### MATERIAL FOR THIS TASK

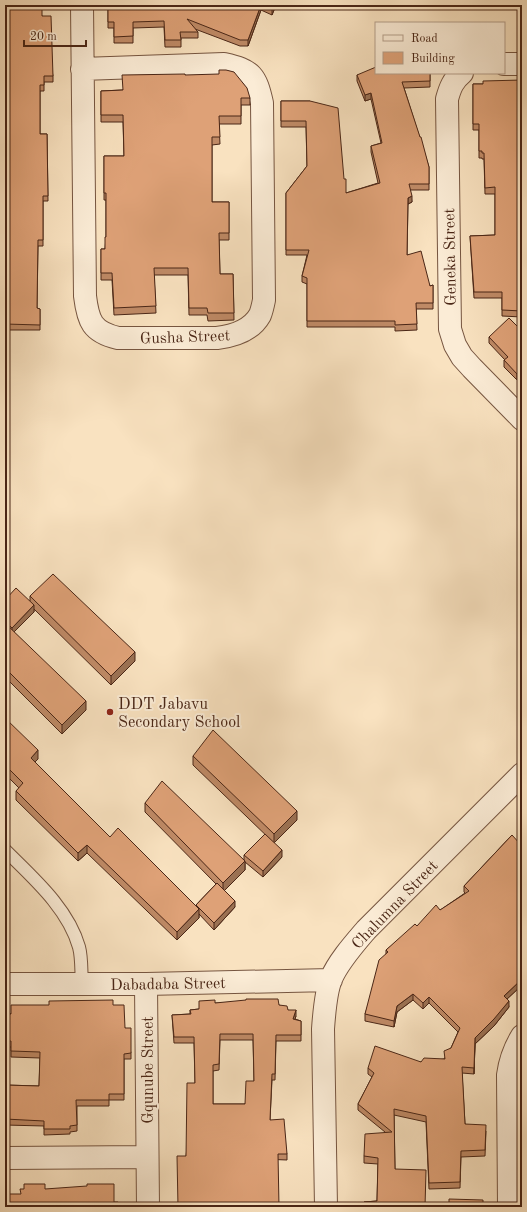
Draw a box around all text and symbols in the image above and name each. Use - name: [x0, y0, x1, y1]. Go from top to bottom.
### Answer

######
### MATERIAL FOR THIS TASK

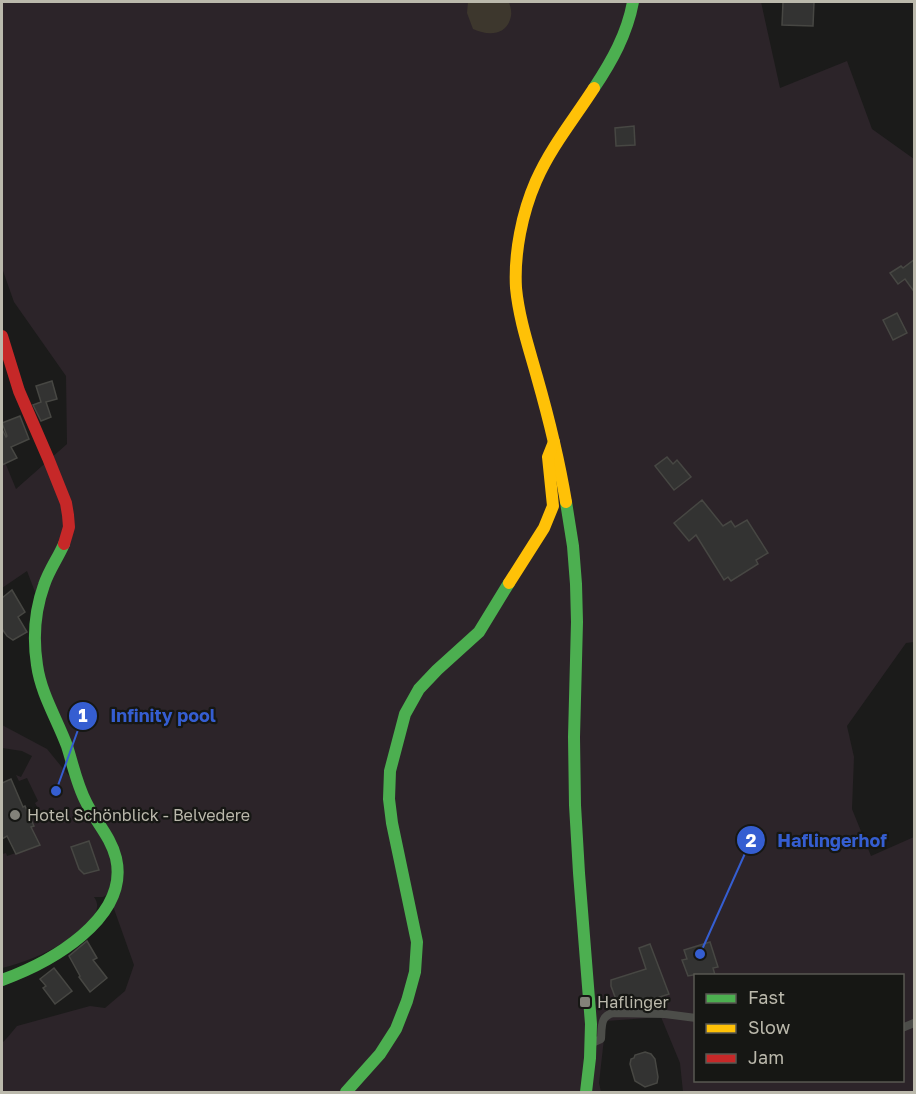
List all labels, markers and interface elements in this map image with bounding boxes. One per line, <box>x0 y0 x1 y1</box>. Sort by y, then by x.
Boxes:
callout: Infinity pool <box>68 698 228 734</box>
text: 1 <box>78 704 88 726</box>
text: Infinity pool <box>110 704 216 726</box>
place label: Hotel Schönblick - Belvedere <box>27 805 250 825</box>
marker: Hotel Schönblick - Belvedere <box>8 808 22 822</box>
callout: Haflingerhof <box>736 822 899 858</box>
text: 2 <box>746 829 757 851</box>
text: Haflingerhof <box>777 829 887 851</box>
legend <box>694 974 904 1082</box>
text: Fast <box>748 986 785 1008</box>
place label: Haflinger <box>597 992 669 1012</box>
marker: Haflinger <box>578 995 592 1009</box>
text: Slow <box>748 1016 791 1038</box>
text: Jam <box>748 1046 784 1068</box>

######

◆ **WORK TO COMPLETE**: Each line holding the word "image" must be pulled from the records.

◆ **TASK OUTPUT**:
Draw a box around all text and symbols in the image above and name each. Use - name: [x0, y0, x1, y1]. Go from top to bottom.
List all labels, markers and interface elements in this map image with bounding boxes. One per line, <box>x0 y0 x1 y1</box>. Sort by y, then by x.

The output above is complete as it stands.